===== Exercise inputs
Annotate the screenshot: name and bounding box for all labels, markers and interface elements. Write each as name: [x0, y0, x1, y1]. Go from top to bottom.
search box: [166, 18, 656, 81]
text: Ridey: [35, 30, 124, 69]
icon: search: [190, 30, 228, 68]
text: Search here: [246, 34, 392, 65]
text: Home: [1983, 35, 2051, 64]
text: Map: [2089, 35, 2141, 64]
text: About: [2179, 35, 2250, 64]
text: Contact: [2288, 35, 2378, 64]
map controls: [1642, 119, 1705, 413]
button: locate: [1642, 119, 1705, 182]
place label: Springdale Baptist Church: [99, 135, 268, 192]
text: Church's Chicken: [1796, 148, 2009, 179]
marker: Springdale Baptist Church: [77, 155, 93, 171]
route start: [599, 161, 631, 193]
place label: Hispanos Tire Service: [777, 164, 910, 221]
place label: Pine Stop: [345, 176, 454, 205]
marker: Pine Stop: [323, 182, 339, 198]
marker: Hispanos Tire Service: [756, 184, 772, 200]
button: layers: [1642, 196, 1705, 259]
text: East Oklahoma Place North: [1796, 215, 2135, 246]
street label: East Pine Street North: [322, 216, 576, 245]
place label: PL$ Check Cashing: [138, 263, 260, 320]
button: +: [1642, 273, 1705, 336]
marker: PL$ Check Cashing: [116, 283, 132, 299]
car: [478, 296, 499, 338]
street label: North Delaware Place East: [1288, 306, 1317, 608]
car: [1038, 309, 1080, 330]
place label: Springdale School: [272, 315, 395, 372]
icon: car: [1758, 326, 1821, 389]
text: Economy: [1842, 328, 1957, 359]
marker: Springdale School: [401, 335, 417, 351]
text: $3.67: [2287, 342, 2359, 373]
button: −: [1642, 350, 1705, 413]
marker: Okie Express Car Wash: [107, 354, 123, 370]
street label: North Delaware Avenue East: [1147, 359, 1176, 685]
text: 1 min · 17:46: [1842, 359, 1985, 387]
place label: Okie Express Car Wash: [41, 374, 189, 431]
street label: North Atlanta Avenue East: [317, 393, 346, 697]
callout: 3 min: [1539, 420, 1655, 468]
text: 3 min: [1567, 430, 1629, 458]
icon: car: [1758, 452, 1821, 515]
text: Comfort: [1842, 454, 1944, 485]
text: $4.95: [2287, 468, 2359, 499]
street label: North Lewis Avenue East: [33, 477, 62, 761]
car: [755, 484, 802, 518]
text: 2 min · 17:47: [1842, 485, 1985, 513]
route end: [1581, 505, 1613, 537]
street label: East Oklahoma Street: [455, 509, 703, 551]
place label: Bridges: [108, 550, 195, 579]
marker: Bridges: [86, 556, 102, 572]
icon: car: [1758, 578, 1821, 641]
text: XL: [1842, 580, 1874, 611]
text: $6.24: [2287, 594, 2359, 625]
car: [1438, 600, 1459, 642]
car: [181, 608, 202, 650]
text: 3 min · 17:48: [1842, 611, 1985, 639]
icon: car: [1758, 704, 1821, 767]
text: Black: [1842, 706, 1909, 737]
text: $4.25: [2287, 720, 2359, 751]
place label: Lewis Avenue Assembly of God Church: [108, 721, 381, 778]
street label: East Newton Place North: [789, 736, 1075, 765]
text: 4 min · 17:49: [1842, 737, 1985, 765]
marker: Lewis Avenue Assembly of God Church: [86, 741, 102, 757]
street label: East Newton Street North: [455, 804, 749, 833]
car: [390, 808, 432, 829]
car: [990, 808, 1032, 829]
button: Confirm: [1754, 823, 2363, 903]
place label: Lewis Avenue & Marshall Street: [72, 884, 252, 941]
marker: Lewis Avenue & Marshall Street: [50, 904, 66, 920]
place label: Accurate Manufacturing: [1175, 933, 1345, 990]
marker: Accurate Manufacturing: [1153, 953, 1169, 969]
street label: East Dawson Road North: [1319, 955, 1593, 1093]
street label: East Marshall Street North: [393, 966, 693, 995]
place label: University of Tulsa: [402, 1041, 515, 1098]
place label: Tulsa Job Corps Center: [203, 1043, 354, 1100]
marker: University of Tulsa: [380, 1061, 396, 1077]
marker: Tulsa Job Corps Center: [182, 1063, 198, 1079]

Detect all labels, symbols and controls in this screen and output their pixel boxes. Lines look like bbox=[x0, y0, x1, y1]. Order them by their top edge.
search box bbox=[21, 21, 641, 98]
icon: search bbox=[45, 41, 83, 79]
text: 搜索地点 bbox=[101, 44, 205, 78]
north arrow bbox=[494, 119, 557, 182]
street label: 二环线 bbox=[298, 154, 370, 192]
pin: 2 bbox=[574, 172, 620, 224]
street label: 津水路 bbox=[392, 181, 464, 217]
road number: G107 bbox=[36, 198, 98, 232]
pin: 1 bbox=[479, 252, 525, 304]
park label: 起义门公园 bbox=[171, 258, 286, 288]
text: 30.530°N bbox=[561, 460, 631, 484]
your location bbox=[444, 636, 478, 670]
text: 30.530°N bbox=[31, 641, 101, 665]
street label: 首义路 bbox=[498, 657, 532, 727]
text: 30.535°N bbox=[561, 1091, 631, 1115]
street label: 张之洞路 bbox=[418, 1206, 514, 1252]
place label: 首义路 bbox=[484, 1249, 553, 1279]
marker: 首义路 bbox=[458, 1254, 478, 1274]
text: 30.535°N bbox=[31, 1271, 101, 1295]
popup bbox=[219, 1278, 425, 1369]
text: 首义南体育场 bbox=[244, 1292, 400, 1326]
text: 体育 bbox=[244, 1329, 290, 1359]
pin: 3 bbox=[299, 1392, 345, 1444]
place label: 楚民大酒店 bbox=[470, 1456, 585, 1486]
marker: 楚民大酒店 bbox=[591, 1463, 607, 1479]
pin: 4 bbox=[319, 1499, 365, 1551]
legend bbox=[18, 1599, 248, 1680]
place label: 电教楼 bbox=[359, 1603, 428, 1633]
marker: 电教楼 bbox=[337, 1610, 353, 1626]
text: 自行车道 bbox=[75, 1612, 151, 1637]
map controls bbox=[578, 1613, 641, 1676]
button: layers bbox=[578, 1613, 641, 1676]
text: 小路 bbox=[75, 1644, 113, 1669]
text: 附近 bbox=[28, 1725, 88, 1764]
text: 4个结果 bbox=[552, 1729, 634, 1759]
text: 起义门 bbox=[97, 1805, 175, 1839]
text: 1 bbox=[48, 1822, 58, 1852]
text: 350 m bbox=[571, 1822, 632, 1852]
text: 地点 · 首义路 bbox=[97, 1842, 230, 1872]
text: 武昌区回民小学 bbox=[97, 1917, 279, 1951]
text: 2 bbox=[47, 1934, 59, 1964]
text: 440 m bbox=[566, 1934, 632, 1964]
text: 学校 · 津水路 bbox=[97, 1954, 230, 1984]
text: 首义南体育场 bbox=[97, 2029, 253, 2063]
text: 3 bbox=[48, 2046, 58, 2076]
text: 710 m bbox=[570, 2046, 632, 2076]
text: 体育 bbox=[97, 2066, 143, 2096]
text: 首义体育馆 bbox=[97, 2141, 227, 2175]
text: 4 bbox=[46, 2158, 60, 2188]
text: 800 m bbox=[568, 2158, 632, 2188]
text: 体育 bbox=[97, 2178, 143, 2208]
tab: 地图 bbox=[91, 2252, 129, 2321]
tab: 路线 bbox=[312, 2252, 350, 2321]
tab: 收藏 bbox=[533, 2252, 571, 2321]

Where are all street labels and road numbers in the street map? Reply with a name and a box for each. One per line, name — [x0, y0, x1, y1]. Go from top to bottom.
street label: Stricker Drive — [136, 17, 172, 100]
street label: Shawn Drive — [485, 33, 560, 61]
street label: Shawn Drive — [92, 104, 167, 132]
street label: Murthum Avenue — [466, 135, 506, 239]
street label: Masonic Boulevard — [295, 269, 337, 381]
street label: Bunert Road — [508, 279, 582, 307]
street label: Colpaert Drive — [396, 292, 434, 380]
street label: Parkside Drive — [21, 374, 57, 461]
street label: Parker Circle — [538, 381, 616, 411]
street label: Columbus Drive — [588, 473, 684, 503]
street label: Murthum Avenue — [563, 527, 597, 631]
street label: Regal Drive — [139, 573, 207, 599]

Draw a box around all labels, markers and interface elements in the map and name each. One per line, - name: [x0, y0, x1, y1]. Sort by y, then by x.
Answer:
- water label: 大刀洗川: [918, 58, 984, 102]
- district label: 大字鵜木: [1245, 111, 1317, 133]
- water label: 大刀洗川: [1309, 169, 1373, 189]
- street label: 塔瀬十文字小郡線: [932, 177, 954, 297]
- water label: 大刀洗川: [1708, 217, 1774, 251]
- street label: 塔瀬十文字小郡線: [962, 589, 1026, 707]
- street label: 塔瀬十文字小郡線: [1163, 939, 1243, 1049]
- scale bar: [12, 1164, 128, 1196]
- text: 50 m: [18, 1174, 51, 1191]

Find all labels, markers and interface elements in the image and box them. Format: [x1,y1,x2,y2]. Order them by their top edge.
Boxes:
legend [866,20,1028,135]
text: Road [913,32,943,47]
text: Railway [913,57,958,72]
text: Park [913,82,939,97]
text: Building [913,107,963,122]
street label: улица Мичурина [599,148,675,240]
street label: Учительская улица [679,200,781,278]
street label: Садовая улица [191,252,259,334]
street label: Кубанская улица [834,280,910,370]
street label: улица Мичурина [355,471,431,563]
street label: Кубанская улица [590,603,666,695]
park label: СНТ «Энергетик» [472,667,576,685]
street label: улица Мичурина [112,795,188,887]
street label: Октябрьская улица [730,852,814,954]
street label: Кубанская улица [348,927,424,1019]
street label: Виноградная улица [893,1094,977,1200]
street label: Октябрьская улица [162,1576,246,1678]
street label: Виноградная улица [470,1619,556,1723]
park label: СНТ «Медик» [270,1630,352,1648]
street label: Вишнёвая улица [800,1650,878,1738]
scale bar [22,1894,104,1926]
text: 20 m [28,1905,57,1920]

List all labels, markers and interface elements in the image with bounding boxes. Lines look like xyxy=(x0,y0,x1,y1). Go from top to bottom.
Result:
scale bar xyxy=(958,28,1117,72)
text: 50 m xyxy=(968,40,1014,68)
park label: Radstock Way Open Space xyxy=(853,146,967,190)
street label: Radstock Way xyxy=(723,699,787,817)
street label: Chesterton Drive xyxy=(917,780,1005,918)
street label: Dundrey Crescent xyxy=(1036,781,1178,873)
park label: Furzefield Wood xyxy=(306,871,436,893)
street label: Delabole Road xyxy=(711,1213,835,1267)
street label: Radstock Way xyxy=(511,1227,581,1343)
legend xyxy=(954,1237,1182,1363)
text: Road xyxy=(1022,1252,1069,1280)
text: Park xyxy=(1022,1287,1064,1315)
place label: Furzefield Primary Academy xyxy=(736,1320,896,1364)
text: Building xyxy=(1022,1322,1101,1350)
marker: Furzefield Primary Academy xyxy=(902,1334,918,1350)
==========
## Prompt
If a line of the records includes the string "Building", copy it out.

## Answer to the problem
text: Building [913,107,963,122]
text: Building xyxy=(1022,1322,1101,1350)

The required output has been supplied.